Work required
Could you transcribe every record below exactly as written, excluding the pictures?

Dataset
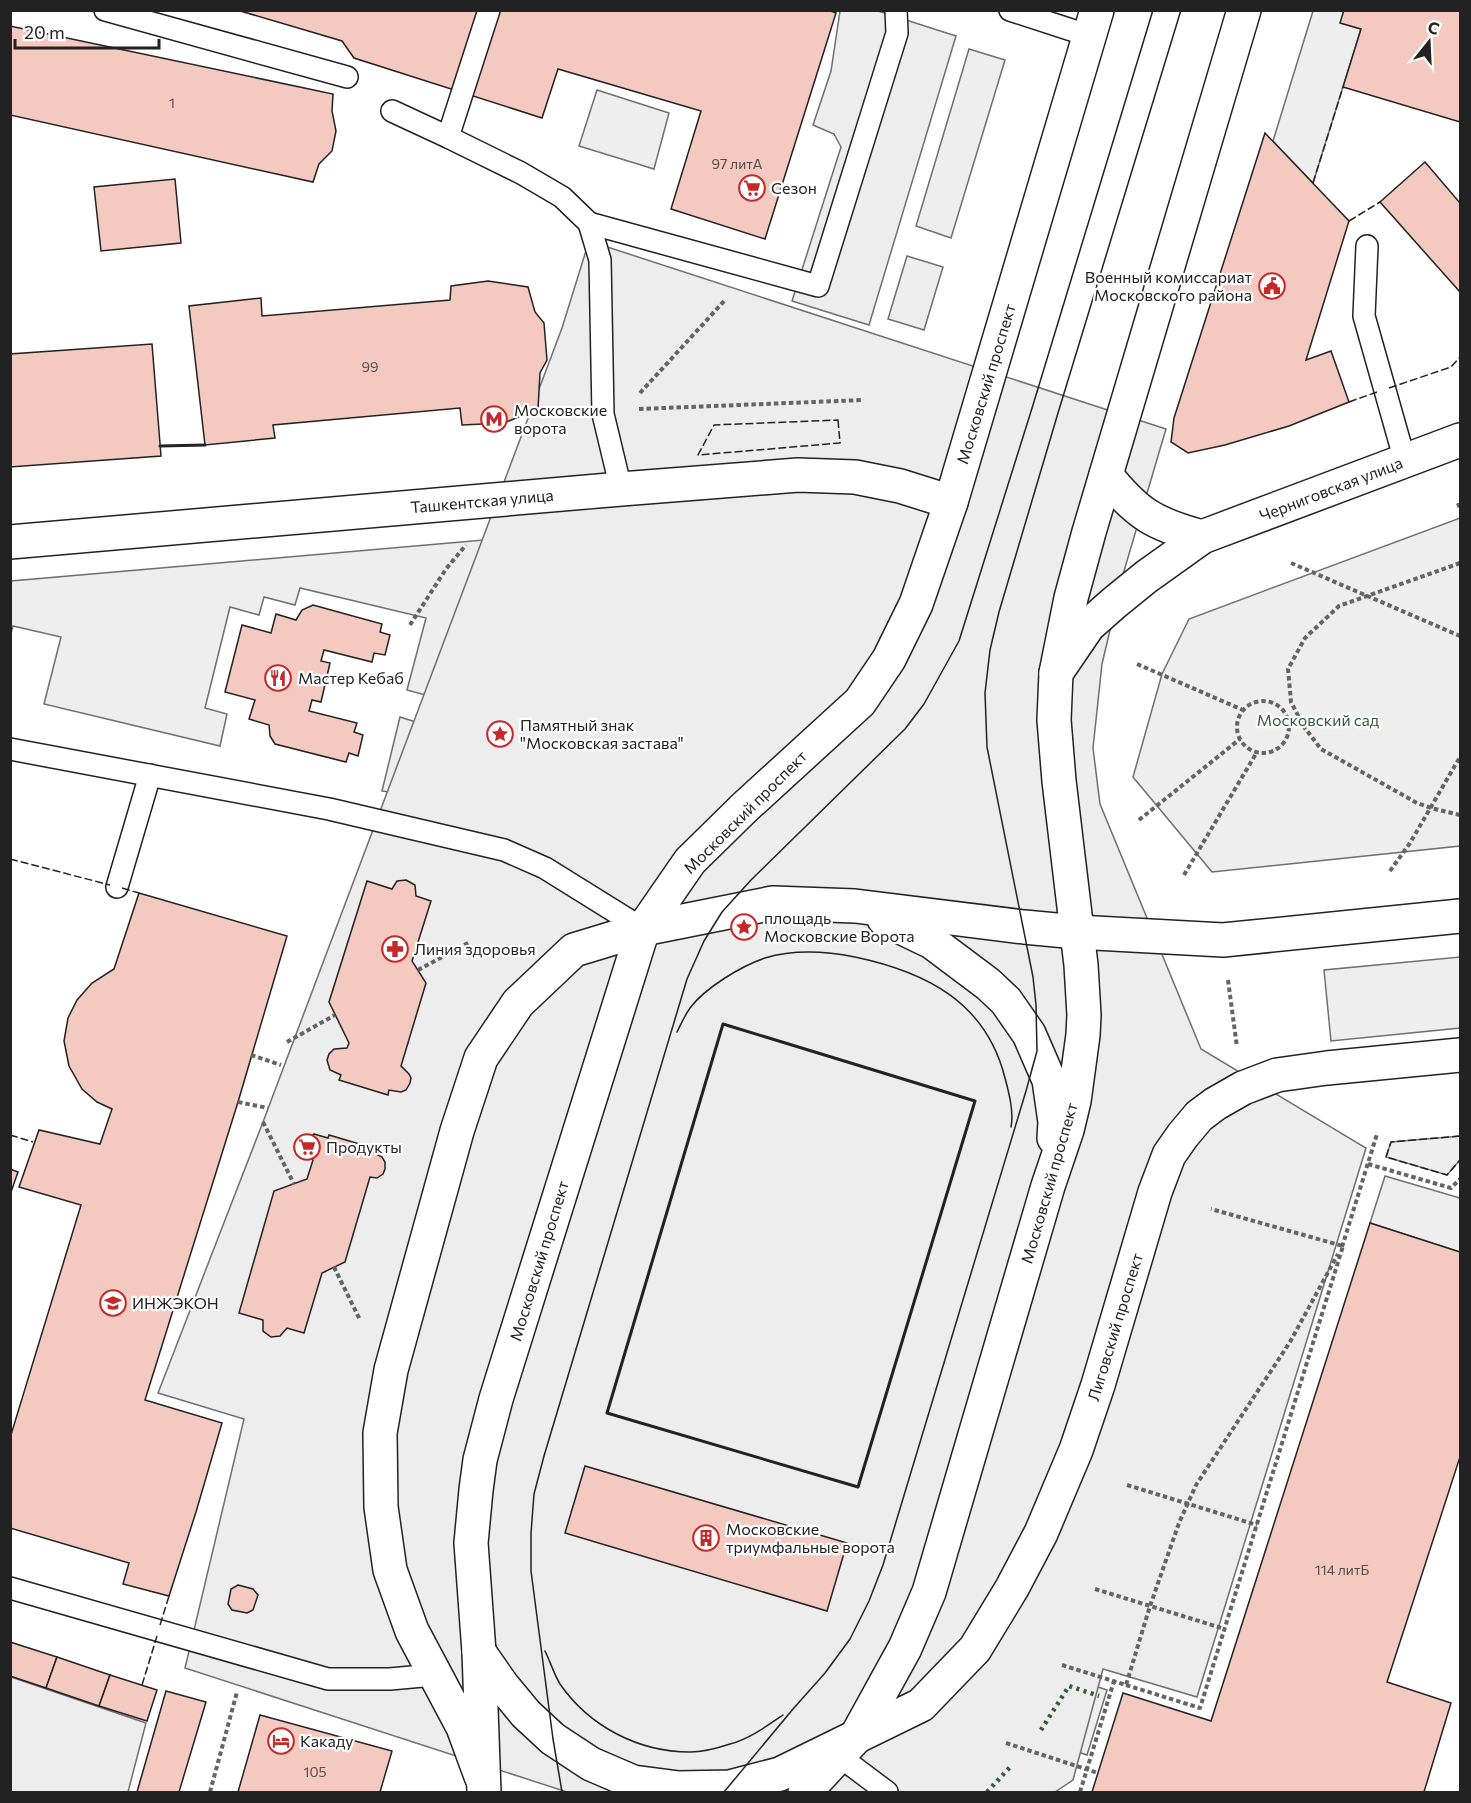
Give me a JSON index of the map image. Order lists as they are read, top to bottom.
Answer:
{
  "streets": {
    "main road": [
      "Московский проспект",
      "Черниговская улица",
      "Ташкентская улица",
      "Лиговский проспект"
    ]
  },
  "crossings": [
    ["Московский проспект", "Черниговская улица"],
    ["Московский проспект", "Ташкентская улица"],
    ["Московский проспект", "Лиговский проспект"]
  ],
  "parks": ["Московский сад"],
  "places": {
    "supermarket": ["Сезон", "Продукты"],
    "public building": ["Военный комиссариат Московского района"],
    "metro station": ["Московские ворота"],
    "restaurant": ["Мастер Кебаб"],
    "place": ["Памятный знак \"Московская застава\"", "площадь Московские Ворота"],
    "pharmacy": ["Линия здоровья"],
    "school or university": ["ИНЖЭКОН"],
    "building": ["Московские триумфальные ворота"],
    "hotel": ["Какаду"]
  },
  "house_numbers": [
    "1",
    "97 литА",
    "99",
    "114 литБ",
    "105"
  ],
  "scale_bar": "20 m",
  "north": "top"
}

Written solution
Give me a JSON index of the map image. Order lists as they are read, top to bottom.
Answer:
{
  "streets": {
    "main road": [
      "Московский проспект",
      "Черниговская улица",
      "Ташкентская улица",
      "Лиговский проспект"
    ]
  },
  "crossings": [
    ["Московский проспект", "Черниговская улица"],
    ["Московский проспект", "Ташкентская улица"],
    ["Московский проспект", "Лиговский проспект"]
  ],
  "parks": ["Московский сад"],
  "places": {
    "supermarket": ["Сезон", "Продукты"],
    "public building": ["Военный комиссариат Московского района"],
    "metro station": ["Московские ворота"],
    "restaurant": ["Мастер Кебаб"],
    "place": ["Памятный знак \"Московская застава\"", "площадь Московские Ворота"],
    "pharmacy": ["Линия здоровья"],
    "school or university": ["ИНЖЭКОН"],
    "building": ["Московские триумфальные ворота"],
    "hotel": ["Какаду"]
  },
  "house_numbers": [
    "1",
    "97 литА",
    "99",
    "114 литБ",
    "105"
  ],
  "scale_bar": "20 m",
  "north": "top"
}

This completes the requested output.